Duchesne: Ganz ohne Zweifel – und nicht der einzige: So verdammen die Linksliberalen den westlichen Hochmut, sich für die fortschrittlichste Zivilisation zu halten. Halten aber ihre eigene – durch und durch westliche – selbstkritische Haltung für die fortschrittlichste überhaupt. Sie lesen Herders Lob der Vielfalt der Völker und Kulturen ohne zu bedenken, daß Herder da eine sehr westliche Sicht der Dinge zum Ausdruck bringt. Die Linksliberalen scheinen blind gegenüber dem Umstand, daß ihre Vorstellung selbst einen universalen Anspruch hat – den sie sonst an der westlichen Kultur kritisieren. Aber ihr Relativismus macht sie nicht nur blind gegenüber ihrem universalistischen Anspruch, sondern auch gegenüber der Tatsache, daß die westliche Kultur tatsächlich ebenso einzigartig ist wie jede andere Kultur. So kritisieren sie den Westen deshalb als arrogant – doch tatsächlich hat sich der westliche Lebensstil auf der ganzen Welt verbreitet. Warum wohl? Das aber macht sie nicht nachdenklich. Und trotz dieser Tatsache sind sie schnell damit, Weiße als „Rassisten“ zu beschimpfen, wenn diese darauf verweisen, daß ihre Kultur einzigartig sei. Und es wird noch absurder: Denn natürlich erwarten Linksliberale von Nicht-Weißen keinswegs, daß sie so selbstkritisch sind wie die Weißen. Daß etwa die Japaner keine Einwanderung wollen, ist ihnen nachvollziehbar, schließlich sind die Japaner Japaner. Wenn die Briten ebenso argumentieren, dann aber ist das „Rassismus“. Offensichtlich halten die Linksliberalen Weiße also doch für überlegen, wenn sie von ihnen Standards erwarten, die sie zum Beispiel von Japanern nicht erwarten zu können glauben.

Fazit?

Duchesne: Jene, die den Westen für arrogant halten und seine Dominanz angeblich ablehnen, und jene, die ihn für überlegen halten und von der Berechtigung seiner weltweiten Ausbreitung überzeugt sind, gehören zum gleichen Lager, zu jenem, das der Welt westliche Werte aufzwingen will. Während gleichzeitig zu Hause der Westen durch den Multikulturalismus entwertet wird.

Was verstehen Sie darunter?

Duchesne: Man muß unterscheiden zwischen Gesellschaften, die multikulturell sind, und solchen, in denen Multikulturalismus die Gesellschaftsideologie ist.
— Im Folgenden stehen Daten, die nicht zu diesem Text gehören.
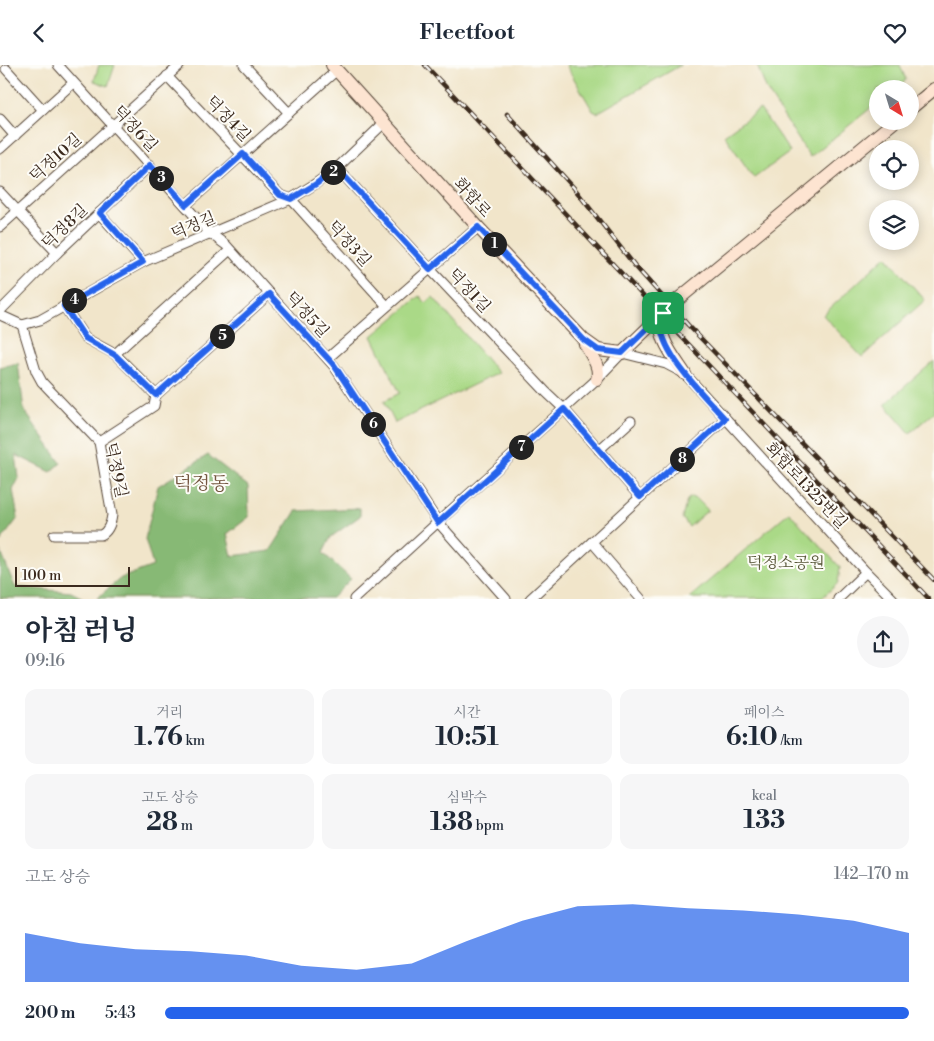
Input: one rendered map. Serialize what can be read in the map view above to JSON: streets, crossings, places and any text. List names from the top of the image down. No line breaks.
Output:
{"streets":{"main road":["화합로"],"street":["덕정4길","덕정6길","덕정10길","덕정길","덕정8길","덕정3길","덕정1길","덕정5길","덕정9길","화합로1325번길"]},"crossings":[["덕정4길","덕정10길"],["덕정4길","덕정길"],["덕정4길","덕정3길"],["덕정6길","덕정10길"],["덕정6길","덕정길"],["덕정6길","덕정8길"],["덕정6길","덕정5길"],["화합로","덕정길"],["화합로","화합로1325번길"],["덕정길","덕정3길"],["덕정길","덕정1길"],["덕정길","덕정5길"],["덕정길","덕정9길"]],"districts":["덕정동"],"parks":["덕정소공원"],"scale_bar":"100 m","north":"bottom right","page":{"header":"Fleetfoot","pins":["2","3","1","4","5","6","7","8"],"scale":"100 m","heading":["아침 러닝","09:16"],"stats":[["거리","1.76 km"],["시간","10:51"],["페이스","6:10 /km"],["고도 상승","28 m"],["심박수","138 bpm"],["kcal","133"]],"chart":["고도 상승","142–170 m"],"list":[{"name":"200 m","note":"5:43"}]}}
Es gibt auf der Welt etliche multikulturelle Gesellschaften, aber nur im Westen gibt es die doktrinäre Vorstellung von einer multikulturellen Gesellschaftsordung. Multikulturalismus beschreibt also nicht eine Realität, sondern ein Programm, nach dem die Realität umgestaltet werden soll.

Sie nennen den Multikulturalismus in Ihrem Buch „antieuropäisch“.

Duchesne: Ja, denn heute wird die Historie so umgedeutet, also ob die westlichen Länder schon immer auf Einwanderer hinzielten. Aber die Schöpfer der europäischen Staaten, ebenso wie der USA oder Kanadas, waren keine „Einwanderer“, sondern Siedler. Sie wechselten nicht von einer Nation in eine andere, sondern sie schufen sie ex nihilo. Daß dieser Unterschied verwischt wird, ist kein Wunder, dient der Multikulturalismus doch nicht etwa dazu, die kulturelle Vielfalt zu feiern, sondern dazu, die Beziehung der Einheimischen zu ihrem Mutterland zu negieren und letztendlich abzuschneiden. Daß dies tatsächlich gegen die Einheimischen gerichtet ist, sehen Sie auch daran, daß wer die Einwanderung kritisiert, als „fremdenfeindlich“ mundtot gemacht wird.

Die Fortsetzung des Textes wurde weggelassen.